Extracted records
[Start of Attachment]

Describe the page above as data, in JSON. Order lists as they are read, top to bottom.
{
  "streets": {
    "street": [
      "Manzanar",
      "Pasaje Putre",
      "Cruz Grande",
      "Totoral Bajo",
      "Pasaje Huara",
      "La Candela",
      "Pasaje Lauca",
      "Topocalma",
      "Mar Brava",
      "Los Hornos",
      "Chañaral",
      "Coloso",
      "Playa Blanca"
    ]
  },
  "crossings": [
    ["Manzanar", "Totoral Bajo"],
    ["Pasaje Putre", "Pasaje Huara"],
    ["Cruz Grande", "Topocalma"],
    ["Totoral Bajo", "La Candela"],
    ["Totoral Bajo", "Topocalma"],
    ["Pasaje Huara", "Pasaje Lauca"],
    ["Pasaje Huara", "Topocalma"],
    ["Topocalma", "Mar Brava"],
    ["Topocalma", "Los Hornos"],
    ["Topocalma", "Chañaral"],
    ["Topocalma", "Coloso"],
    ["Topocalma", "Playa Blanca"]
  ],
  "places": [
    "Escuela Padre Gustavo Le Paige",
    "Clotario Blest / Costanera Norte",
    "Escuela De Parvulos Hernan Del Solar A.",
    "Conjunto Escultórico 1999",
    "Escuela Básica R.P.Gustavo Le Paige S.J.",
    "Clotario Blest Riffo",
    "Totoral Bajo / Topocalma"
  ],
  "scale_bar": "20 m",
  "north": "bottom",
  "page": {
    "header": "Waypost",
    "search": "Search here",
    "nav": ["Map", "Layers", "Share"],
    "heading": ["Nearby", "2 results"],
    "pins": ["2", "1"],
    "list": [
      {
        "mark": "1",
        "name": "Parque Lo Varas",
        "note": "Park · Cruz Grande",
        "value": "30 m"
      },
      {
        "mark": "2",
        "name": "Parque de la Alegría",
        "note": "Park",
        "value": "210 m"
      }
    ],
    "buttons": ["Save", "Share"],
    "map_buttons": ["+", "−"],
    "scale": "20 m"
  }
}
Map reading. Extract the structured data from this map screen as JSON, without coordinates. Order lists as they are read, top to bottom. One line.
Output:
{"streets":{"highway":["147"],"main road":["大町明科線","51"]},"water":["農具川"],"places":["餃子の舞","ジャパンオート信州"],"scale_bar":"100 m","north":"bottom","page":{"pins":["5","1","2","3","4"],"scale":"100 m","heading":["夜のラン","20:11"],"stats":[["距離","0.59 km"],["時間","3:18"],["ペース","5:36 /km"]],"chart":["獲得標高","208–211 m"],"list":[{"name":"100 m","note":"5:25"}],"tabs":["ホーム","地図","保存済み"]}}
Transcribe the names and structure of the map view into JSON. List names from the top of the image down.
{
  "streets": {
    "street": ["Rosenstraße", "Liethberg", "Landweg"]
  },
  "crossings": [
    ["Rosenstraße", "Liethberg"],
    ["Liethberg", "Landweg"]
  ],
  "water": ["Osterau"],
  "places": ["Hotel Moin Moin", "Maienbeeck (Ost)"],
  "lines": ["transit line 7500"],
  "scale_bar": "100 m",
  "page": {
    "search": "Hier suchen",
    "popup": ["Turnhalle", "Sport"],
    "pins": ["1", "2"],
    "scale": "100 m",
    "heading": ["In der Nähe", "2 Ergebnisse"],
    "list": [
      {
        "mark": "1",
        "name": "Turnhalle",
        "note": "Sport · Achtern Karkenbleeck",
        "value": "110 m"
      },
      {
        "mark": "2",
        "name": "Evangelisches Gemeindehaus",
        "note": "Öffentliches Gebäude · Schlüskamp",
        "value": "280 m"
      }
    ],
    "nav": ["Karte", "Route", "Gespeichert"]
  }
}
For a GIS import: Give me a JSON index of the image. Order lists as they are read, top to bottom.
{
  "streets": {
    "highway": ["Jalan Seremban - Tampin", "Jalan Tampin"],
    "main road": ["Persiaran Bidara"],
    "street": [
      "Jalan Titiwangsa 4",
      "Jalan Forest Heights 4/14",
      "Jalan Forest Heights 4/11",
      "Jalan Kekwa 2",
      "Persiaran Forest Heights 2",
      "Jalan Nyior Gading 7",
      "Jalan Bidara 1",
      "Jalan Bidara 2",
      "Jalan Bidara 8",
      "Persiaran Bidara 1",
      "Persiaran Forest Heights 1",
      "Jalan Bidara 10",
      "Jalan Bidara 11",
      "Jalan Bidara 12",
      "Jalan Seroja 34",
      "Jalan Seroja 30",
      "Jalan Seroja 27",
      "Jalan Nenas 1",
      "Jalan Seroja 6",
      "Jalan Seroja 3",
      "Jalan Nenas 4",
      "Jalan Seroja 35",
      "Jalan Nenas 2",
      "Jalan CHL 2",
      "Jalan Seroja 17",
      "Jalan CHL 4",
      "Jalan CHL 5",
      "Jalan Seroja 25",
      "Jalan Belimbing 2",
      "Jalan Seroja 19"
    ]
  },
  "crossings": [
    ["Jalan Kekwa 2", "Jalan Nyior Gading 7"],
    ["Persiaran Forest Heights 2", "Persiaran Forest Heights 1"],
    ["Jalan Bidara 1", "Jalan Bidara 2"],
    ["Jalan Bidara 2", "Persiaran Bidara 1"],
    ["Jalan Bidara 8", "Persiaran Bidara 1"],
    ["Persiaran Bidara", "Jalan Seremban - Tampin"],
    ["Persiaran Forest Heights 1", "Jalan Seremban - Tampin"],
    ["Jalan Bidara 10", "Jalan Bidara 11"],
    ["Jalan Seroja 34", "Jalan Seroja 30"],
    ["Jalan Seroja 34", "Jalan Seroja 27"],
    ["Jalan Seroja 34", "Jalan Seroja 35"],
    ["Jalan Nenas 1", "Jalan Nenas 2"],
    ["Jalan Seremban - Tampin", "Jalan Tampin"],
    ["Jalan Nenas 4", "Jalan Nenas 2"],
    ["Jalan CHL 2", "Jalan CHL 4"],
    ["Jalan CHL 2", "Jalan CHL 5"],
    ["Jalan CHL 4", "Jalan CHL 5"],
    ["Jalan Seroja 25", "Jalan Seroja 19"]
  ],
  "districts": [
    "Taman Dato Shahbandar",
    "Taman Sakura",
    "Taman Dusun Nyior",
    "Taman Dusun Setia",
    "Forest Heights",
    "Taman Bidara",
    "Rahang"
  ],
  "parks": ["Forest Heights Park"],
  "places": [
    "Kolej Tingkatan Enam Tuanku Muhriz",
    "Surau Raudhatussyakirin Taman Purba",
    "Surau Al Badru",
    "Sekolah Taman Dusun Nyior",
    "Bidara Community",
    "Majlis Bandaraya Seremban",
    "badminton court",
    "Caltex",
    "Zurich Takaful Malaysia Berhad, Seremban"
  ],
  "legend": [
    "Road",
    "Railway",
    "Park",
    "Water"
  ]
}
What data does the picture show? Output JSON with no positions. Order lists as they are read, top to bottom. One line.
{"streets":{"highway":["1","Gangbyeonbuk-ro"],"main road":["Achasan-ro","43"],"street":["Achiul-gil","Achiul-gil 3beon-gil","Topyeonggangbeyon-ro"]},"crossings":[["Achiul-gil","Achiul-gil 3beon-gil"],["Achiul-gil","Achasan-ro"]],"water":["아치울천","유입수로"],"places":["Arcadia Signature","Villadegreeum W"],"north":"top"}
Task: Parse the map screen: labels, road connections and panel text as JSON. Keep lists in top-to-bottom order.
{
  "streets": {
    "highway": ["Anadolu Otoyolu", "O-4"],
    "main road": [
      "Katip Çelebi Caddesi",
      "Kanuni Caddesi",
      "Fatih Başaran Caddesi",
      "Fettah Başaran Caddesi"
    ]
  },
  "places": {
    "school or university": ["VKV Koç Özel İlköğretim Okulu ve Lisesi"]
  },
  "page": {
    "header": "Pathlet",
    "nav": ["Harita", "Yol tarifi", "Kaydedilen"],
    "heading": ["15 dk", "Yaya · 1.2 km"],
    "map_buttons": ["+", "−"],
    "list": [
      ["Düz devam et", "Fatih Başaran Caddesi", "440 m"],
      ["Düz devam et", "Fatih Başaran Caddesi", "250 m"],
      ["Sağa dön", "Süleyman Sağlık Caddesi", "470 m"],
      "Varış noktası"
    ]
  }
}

[End of Attachment]

Check each line of the data for the word "Blanca", then state only how many lines hold it.

▶ _RESPONSE_
2